_Dataset records_:
• • • •
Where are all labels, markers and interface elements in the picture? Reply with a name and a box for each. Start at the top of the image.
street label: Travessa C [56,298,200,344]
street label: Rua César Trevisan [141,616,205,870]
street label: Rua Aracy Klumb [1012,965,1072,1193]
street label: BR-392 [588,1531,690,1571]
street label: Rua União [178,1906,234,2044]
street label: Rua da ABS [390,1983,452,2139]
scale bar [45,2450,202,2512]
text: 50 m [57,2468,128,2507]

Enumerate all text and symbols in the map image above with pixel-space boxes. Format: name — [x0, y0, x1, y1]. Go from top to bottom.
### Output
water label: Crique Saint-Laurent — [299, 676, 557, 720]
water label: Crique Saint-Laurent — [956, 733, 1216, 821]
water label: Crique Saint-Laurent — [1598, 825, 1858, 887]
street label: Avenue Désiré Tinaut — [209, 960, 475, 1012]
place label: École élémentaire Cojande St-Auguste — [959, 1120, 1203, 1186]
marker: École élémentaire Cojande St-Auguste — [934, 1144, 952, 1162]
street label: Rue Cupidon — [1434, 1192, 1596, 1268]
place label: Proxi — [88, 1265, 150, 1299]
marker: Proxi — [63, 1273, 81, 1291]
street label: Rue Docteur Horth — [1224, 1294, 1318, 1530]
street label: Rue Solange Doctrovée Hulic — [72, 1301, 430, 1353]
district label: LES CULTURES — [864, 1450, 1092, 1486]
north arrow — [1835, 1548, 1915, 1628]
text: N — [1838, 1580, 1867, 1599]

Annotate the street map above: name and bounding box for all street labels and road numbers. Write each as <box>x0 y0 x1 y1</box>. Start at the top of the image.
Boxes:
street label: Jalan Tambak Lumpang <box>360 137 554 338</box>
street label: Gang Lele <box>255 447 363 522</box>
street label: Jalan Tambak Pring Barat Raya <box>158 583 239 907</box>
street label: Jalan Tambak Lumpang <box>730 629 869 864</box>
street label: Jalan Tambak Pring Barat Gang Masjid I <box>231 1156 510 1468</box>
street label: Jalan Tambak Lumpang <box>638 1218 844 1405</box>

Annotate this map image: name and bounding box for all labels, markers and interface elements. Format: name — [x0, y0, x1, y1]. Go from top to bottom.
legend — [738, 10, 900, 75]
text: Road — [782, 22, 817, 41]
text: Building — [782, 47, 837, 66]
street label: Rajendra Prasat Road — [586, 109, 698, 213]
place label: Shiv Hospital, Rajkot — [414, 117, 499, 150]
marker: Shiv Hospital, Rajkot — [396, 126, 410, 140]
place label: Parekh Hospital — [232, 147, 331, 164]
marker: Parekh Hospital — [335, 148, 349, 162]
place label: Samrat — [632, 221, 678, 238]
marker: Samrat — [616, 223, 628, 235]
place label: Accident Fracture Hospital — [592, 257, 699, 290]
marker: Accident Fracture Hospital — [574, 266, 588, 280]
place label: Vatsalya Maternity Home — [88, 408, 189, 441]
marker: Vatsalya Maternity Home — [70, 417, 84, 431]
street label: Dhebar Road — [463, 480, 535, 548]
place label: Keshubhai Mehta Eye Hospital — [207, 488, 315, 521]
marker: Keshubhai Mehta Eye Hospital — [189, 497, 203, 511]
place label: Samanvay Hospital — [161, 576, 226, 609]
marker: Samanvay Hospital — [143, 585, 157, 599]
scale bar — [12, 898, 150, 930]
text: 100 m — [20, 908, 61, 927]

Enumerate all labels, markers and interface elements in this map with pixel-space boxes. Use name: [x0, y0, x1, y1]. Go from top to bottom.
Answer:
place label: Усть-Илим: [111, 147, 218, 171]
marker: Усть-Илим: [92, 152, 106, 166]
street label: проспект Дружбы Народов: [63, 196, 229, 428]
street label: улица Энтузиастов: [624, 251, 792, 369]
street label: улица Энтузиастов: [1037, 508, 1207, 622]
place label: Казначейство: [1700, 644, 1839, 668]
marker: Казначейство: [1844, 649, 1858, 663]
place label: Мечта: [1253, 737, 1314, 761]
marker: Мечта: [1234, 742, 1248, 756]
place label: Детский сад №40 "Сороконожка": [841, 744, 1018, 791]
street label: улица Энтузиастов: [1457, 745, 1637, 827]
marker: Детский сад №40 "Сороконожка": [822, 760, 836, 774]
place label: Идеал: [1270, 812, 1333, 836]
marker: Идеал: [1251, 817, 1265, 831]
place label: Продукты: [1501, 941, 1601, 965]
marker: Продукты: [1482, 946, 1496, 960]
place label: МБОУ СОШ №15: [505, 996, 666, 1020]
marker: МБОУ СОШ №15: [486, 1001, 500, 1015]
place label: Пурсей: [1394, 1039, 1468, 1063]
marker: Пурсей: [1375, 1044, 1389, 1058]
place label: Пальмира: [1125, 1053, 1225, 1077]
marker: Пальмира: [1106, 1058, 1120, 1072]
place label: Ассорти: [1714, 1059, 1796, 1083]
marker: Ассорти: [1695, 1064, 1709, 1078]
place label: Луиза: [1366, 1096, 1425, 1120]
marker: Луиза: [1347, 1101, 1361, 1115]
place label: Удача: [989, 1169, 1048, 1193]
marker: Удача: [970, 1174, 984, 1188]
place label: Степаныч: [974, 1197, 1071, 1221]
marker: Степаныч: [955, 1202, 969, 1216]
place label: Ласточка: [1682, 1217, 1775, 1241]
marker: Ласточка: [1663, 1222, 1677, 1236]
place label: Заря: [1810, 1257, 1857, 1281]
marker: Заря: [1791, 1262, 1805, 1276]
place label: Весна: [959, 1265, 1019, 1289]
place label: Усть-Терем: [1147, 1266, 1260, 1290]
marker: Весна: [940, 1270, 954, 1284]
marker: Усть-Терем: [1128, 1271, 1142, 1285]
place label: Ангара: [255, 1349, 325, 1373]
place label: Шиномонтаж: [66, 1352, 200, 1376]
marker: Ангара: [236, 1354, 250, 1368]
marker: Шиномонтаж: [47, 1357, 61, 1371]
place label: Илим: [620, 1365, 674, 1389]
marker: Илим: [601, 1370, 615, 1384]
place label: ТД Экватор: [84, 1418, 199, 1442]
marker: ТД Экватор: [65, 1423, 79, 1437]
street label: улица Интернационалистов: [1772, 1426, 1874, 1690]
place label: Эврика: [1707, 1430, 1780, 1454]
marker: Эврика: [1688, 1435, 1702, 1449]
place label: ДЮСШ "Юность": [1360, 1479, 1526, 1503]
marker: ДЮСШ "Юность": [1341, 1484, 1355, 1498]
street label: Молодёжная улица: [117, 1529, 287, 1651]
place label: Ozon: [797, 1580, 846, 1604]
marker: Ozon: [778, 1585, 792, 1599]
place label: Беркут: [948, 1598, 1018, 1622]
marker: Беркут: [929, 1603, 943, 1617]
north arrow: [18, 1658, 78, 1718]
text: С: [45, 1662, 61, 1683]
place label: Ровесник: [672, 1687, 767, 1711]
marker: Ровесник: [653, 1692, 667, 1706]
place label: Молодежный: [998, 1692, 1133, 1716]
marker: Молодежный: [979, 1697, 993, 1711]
• • • •
Write the data out in full, matching every line exactly.

_Response for this exercise_:
Where are all labels, markers and interface elements in the picture? Reply with a name and a box for each. Start at the top of the image.
street label: Travessa C [56,298,200,344]
street label: Rua César Trevisan [141,616,205,870]
street label: Rua Aracy Klumb [1012,965,1072,1193]
street label: BR-392 [588,1531,690,1571]
street label: Rua União [178,1906,234,2044]
street label: Rua da ABS [390,1983,452,2139]
scale bar [45,2450,202,2512]
text: 50 m [57,2468,128,2507]

Enumerate all text and symbols in the map image above with pixel-space boxes. Format: name — [x0, y0, x1, y1]. Go from top to bottom.
### Output
water label: Crique Saint-Laurent — [299, 676, 557, 720]
water label: Crique Saint-Laurent — [956, 733, 1216, 821]
water label: Crique Saint-Laurent — [1598, 825, 1858, 887]
street label: Avenue Désiré Tinaut — [209, 960, 475, 1012]
place label: École élémentaire Cojande St-Auguste — [959, 1120, 1203, 1186]
marker: École élémentaire Cojande St-Auguste — [934, 1144, 952, 1162]
street label: Rue Cupidon — [1434, 1192, 1596, 1268]
place label: Proxi — [88, 1265, 150, 1299]
marker: Proxi — [63, 1273, 81, 1291]
street label: Rue Docteur Horth — [1224, 1294, 1318, 1530]
street label: Rue Solange Doctrovée Hulic — [72, 1301, 430, 1353]
district label: LES CULTURES — [864, 1450, 1092, 1486]
north arrow — [1835, 1548, 1915, 1628]
text: N — [1838, 1580, 1867, 1599]

Annotate the street map above: name and bounding box for all street labels and road numbers. Write each as <box>x0 y0 x1 y1</box>. Start at the top of the image.
Boxes:
street label: Jalan Tambak Lumpang <box>360 137 554 338</box>
street label: Gang Lele <box>255 447 363 522</box>
street label: Jalan Tambak Pring Barat Raya <box>158 583 239 907</box>
street label: Jalan Tambak Lumpang <box>730 629 869 864</box>
street label: Jalan Tambak Pring Barat Gang Masjid I <box>231 1156 510 1468</box>
street label: Jalan Tambak Lumpang <box>638 1218 844 1405</box>

Annotate this map image: name and bounding box for all labels, markers and interface elements. Format: name — [x0, y0, x1, y1]. Go from top to bottom.
legend — [738, 10, 900, 75]
text: Road — [782, 22, 817, 41]
text: Building — [782, 47, 837, 66]
street label: Rajendra Prasat Road — [586, 109, 698, 213]
place label: Shiv Hospital, Rajkot — [414, 117, 499, 150]
marker: Shiv Hospital, Rajkot — [396, 126, 410, 140]
place label: Parekh Hospital — [232, 147, 331, 164]
marker: Parekh Hospital — [335, 148, 349, 162]
place label: Samrat — [632, 221, 678, 238]
marker: Samrat — [616, 223, 628, 235]
place label: Accident Fracture Hospital — [592, 257, 699, 290]
marker: Accident Fracture Hospital — [574, 266, 588, 280]
place label: Vatsalya Maternity Home — [88, 408, 189, 441]
marker: Vatsalya Maternity Home — [70, 417, 84, 431]
street label: Dhebar Road — [463, 480, 535, 548]
place label: Keshubhai Mehta Eye Hospital — [207, 488, 315, 521]
marker: Keshubhai Mehta Eye Hospital — [189, 497, 203, 511]
place label: Samanvay Hospital — [161, 576, 226, 609]
marker: Samanvay Hospital — [143, 585, 157, 599]
scale bar — [12, 898, 150, 930]
text: 100 m — [20, 908, 61, 927]

Enumerate all labels, markers and interface elements in this map with pixel-space boxes. Use name: [x0, y0, x1, y1]. Go from top to bottom.
Answer:
place label: Усть-Илим: [111, 147, 218, 171]
marker: Усть-Илим: [92, 152, 106, 166]
street label: проспект Дружбы Народов: [63, 196, 229, 428]
street label: улица Энтузиастов: [624, 251, 792, 369]
street label: улица Энтузиастов: [1037, 508, 1207, 622]
place label: Казначейство: [1700, 644, 1839, 668]
marker: Казначейство: [1844, 649, 1858, 663]
place label: Мечта: [1253, 737, 1314, 761]
marker: Мечта: [1234, 742, 1248, 756]
place label: Детский сад №40 "Сороконожка": [841, 744, 1018, 791]
street label: улица Энтузиастов: [1457, 745, 1637, 827]
marker: Детский сад №40 "Сороконожка": [822, 760, 836, 774]
place label: Идеал: [1270, 812, 1333, 836]
marker: Идеал: [1251, 817, 1265, 831]
place label: Продукты: [1501, 941, 1601, 965]
marker: Продукты: [1482, 946, 1496, 960]
place label: МБОУ СОШ №15: [505, 996, 666, 1020]
marker: МБОУ СОШ №15: [486, 1001, 500, 1015]
place label: Пурсей: [1394, 1039, 1468, 1063]
marker: Пурсей: [1375, 1044, 1389, 1058]
place label: Пальмира: [1125, 1053, 1225, 1077]
marker: Пальмира: [1106, 1058, 1120, 1072]
place label: Ассорти: [1714, 1059, 1796, 1083]
marker: Ассорти: [1695, 1064, 1709, 1078]
place label: Луиза: [1366, 1096, 1425, 1120]
marker: Луиза: [1347, 1101, 1361, 1115]
place label: Удача: [989, 1169, 1048, 1193]
marker: Удача: [970, 1174, 984, 1188]
place label: Степаныч: [974, 1197, 1071, 1221]
marker: Степаныч: [955, 1202, 969, 1216]
place label: Ласточка: [1682, 1217, 1775, 1241]
marker: Ласточка: [1663, 1222, 1677, 1236]
place label: Заря: [1810, 1257, 1857, 1281]
marker: Заря: [1791, 1262, 1805, 1276]
place label: Весна: [959, 1265, 1019, 1289]
place label: Усть-Терем: [1147, 1266, 1260, 1290]
marker: Весна: [940, 1270, 954, 1284]
marker: Усть-Терем: [1128, 1271, 1142, 1285]
place label: Ангара: [255, 1349, 325, 1373]
place label: Шиномонтаж: [66, 1352, 200, 1376]
marker: Ангара: [236, 1354, 250, 1368]
marker: Шиномонтаж: [47, 1357, 61, 1371]
place label: Илим: [620, 1365, 674, 1389]
marker: Илим: [601, 1370, 615, 1384]
place label: ТД Экватор: [84, 1418, 199, 1442]
marker: ТД Экватор: [65, 1423, 79, 1437]
street label: улица Интернационалистов: [1772, 1426, 1874, 1690]
place label: Эврика: [1707, 1430, 1780, 1454]
marker: Эврика: [1688, 1435, 1702, 1449]
place label: ДЮСШ "Юность": [1360, 1479, 1526, 1503]
marker: ДЮСШ "Юность": [1341, 1484, 1355, 1498]
street label: Молодёжная улица: [117, 1529, 287, 1651]
place label: Ozon: [797, 1580, 846, 1604]
marker: Ozon: [778, 1585, 792, 1599]
place label: Беркут: [948, 1598, 1018, 1622]
marker: Беркут: [929, 1603, 943, 1617]
north arrow: [18, 1658, 78, 1718]
text: С: [45, 1662, 61, 1683]
place label: Ровесник: [672, 1687, 767, 1711]
marker: Ровесник: [653, 1692, 667, 1706]
place label: Молодежный: [998, 1692, 1133, 1716]
marker: Молодежный: [979, 1697, 993, 1711]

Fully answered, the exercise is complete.